Facts of the Case

Provided by Oyez

On August 22, 2013, a jury convicted Louis McIntosh of multiple Hobbs Act robbery-related offenses and gun charges, leading to a near-life sentence of 720 months. The district court granted some relief by vacating specific counts but imposed a forfeiture amount inconsistently between oral and written judgments. On appeal, the government belatedly submitted a forfeiture order, which both the district court and the U.S. Court of Appeals for the Second Circuit upheld despite its tardiness. The appellate court vacated one of the §924(c) counts but reinstated others, rejecting the petitioner's arguments. After a Supreme Court decision in United States v. Taylor, 596 U.S. __ (2022), which held that attempted Hobbs Act robbery is not a crime of violence under 18 U.S.C. § 924(c) the Court granted certiorari, leading to a remand. However, the Second Circuit mostly upheld its prior rulings, making only minor changes.


  1. May a district court enter a criminal forfeiture order when the time limit specified in the Federal Rules of Criminal Procedure has already passed?


  1. A district court’s failure to comply with Federal Rule of Criminal Procedure 32.2(b)(2)(B)’s requirement to enter a preliminary order imposing criminal forfeiture before sentencing does not bar a judge from ordering forfeiture at sentencing subject to harmless-error principles on appellate review. Justice Sonia Sotomayor authored the unanimous opinion of the Court.

    There are three types of time limits: jurisdictional deadlines, mandatory claim-processing rules, and time-related directives. Jurisdictional deadlines completely deprive a court of power to act if missed, while mandatory claim-processing rules regulate the timing of motions and claims, and if properly invoked, bar the relevant action after the deadline passes. Time-related directives, on the other hand, encourage prompt action but do not deprive an official of power to act if the deadline is missed.
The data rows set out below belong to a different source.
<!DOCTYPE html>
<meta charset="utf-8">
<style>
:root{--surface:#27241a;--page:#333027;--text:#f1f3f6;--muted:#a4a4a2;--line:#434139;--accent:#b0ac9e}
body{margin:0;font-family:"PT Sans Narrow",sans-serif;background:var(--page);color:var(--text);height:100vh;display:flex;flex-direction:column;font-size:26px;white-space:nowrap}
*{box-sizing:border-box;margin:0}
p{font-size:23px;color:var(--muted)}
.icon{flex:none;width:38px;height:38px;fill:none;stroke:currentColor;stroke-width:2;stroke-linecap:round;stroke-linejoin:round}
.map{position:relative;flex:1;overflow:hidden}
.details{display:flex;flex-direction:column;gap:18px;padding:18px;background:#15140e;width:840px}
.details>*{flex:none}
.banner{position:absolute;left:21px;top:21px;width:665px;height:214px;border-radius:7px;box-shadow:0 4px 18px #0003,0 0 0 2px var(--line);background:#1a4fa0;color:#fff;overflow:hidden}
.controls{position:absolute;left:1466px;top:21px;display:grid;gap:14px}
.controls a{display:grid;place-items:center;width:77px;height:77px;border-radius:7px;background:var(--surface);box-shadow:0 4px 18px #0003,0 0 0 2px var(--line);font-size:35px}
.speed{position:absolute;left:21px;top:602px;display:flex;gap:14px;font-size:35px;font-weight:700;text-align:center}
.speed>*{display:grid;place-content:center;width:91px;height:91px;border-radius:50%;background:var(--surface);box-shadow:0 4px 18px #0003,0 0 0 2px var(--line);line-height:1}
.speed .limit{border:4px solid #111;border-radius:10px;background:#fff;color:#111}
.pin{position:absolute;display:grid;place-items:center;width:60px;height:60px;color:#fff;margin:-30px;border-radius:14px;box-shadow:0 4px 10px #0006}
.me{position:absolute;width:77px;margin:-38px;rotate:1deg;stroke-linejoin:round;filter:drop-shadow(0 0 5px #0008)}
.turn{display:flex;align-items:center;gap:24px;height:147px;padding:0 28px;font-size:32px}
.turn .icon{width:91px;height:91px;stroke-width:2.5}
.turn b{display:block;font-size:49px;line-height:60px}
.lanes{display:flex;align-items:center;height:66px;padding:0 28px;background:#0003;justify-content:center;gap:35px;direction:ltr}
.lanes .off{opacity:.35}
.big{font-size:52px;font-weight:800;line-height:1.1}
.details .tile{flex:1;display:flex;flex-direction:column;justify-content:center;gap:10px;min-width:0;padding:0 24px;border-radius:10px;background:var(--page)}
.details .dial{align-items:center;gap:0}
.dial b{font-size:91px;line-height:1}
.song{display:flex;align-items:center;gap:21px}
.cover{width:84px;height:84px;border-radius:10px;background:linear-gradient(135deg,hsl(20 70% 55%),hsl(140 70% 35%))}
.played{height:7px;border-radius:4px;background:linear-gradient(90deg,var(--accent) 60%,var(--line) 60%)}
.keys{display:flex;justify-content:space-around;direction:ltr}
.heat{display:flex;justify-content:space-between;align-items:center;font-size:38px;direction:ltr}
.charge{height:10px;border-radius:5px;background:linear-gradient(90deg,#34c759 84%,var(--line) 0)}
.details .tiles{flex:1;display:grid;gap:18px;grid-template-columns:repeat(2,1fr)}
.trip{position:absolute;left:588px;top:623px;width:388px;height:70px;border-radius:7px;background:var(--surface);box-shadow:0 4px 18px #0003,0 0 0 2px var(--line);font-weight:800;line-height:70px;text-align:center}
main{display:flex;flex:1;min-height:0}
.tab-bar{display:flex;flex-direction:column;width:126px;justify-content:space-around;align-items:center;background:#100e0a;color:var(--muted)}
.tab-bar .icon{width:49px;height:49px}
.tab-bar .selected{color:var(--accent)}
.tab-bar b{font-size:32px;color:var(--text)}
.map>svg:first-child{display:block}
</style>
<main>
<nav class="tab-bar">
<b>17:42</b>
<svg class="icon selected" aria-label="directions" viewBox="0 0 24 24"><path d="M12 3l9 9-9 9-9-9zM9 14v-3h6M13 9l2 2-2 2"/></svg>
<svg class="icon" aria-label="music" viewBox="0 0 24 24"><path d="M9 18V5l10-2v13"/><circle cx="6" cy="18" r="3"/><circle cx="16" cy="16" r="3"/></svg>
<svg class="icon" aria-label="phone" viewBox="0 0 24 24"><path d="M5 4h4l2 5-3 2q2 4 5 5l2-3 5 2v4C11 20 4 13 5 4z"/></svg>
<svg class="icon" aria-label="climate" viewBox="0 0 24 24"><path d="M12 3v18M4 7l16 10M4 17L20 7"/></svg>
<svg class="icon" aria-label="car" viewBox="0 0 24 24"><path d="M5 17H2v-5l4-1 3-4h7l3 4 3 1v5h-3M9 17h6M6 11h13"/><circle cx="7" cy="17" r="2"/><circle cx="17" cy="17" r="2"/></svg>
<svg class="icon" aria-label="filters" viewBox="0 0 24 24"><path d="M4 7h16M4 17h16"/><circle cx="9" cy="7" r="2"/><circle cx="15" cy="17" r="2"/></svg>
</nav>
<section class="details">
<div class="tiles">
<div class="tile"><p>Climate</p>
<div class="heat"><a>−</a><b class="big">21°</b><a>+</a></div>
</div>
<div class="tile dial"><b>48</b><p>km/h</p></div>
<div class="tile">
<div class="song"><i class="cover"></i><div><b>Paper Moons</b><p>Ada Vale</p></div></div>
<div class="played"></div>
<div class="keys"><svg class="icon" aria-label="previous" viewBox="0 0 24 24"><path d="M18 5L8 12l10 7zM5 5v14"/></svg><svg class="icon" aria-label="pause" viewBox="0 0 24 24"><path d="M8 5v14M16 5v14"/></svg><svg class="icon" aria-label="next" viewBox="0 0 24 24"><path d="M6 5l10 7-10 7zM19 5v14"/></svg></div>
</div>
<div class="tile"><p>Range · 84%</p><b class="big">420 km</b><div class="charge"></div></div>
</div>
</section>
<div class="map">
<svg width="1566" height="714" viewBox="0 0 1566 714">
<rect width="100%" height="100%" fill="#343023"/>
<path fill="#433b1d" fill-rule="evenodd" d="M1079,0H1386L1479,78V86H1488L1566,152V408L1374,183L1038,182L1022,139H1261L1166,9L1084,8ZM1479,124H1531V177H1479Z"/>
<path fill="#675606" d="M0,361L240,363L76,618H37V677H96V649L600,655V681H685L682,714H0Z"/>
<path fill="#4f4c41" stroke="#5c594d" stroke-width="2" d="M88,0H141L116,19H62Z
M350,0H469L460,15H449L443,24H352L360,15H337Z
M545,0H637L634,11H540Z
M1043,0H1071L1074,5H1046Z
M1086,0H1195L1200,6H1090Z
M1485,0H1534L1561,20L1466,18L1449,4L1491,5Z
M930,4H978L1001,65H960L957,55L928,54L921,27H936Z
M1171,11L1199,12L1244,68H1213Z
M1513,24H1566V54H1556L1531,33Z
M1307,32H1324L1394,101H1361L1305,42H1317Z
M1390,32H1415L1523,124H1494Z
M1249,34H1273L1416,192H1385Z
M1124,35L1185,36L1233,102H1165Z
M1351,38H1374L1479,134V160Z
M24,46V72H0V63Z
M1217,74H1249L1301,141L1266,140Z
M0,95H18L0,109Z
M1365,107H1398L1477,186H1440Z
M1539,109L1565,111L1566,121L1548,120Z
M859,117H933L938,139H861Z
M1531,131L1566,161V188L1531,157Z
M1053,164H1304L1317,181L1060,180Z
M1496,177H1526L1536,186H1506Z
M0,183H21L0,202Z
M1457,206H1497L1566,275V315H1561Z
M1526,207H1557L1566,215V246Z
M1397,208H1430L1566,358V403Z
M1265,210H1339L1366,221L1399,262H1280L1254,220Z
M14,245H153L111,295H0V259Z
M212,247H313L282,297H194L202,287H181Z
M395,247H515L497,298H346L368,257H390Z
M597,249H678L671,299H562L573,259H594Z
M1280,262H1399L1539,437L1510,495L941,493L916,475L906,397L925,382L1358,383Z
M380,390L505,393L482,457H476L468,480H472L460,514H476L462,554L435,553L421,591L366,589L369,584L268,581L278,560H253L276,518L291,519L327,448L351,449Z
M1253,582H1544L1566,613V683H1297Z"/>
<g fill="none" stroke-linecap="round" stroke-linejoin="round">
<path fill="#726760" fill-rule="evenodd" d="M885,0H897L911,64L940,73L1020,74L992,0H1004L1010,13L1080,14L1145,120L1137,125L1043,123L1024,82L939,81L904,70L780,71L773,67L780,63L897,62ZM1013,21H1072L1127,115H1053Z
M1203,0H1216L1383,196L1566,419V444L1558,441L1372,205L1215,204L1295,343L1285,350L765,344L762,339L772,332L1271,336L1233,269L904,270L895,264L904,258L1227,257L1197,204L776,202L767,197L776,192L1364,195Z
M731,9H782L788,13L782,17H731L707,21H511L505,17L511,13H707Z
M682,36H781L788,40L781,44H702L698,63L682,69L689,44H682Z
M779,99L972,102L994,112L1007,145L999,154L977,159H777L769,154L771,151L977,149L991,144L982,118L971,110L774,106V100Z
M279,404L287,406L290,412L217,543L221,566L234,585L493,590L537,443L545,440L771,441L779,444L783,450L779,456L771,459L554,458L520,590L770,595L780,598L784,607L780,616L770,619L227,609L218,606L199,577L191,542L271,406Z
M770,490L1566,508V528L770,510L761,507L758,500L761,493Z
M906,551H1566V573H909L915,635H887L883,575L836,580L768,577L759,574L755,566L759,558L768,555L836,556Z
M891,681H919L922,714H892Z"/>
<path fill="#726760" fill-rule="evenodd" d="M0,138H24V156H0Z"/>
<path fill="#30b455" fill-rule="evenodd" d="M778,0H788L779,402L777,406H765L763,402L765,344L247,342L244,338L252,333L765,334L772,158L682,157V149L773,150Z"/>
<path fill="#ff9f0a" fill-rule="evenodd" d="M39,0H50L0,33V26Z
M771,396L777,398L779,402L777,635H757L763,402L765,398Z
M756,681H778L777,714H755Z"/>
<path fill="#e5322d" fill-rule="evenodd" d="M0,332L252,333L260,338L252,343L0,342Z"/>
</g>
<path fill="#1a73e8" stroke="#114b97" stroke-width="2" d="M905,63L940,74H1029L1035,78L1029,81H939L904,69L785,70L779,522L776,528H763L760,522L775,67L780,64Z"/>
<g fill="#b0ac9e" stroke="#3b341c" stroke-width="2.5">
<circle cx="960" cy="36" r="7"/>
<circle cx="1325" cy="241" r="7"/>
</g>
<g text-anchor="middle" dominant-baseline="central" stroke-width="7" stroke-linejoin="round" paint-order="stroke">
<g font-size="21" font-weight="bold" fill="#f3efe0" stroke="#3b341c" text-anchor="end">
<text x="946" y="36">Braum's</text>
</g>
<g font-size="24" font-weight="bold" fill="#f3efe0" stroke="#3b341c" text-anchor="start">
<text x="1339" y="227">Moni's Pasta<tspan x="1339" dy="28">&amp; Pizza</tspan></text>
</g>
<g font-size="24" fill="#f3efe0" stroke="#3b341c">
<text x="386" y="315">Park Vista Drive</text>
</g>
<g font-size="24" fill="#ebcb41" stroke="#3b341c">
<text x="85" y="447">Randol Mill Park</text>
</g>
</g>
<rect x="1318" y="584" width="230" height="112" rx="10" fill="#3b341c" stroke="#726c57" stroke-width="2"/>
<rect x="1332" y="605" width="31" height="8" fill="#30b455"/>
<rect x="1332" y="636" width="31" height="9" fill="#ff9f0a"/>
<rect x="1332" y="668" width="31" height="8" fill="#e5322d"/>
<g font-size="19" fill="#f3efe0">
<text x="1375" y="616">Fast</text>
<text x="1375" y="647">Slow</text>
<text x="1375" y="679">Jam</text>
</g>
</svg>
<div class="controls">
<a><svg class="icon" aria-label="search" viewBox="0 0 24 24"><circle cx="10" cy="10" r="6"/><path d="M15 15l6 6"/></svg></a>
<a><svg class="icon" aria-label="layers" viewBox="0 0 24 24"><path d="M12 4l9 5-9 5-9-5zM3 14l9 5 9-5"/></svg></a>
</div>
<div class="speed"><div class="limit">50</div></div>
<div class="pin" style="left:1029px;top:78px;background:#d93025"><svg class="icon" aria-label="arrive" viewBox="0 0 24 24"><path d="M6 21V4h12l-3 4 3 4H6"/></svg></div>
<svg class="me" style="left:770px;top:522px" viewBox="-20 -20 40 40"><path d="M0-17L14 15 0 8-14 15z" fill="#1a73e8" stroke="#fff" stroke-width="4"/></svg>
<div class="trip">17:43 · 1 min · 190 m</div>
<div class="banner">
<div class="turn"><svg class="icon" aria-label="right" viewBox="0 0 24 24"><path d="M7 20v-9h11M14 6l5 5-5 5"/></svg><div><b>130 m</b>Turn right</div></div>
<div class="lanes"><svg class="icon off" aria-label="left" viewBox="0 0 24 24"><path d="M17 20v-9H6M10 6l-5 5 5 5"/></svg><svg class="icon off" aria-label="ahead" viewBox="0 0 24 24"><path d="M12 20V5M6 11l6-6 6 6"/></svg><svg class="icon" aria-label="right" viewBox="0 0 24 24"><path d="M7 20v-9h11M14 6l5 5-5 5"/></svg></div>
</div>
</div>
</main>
    Rule 32.2(b)(2)(B) is a time-related directive for several reasons. First, the rule’s language contemplates flexibility by allowing for exceptions when compliance is “impractical” and using indeterminate language like “sufficiently in advance.” Second, unlike other parts of Rule 32.2, this provision does not specify a consequence for noncompliance. Third, the rule governs the conduct of the court, not the litigants, which is more characteristic of time-related directives than claim-processing rules. Thus, a district court’s failure to enter a preliminary forfeiture order before sentencing does not deprive it of the power to order forfeiture.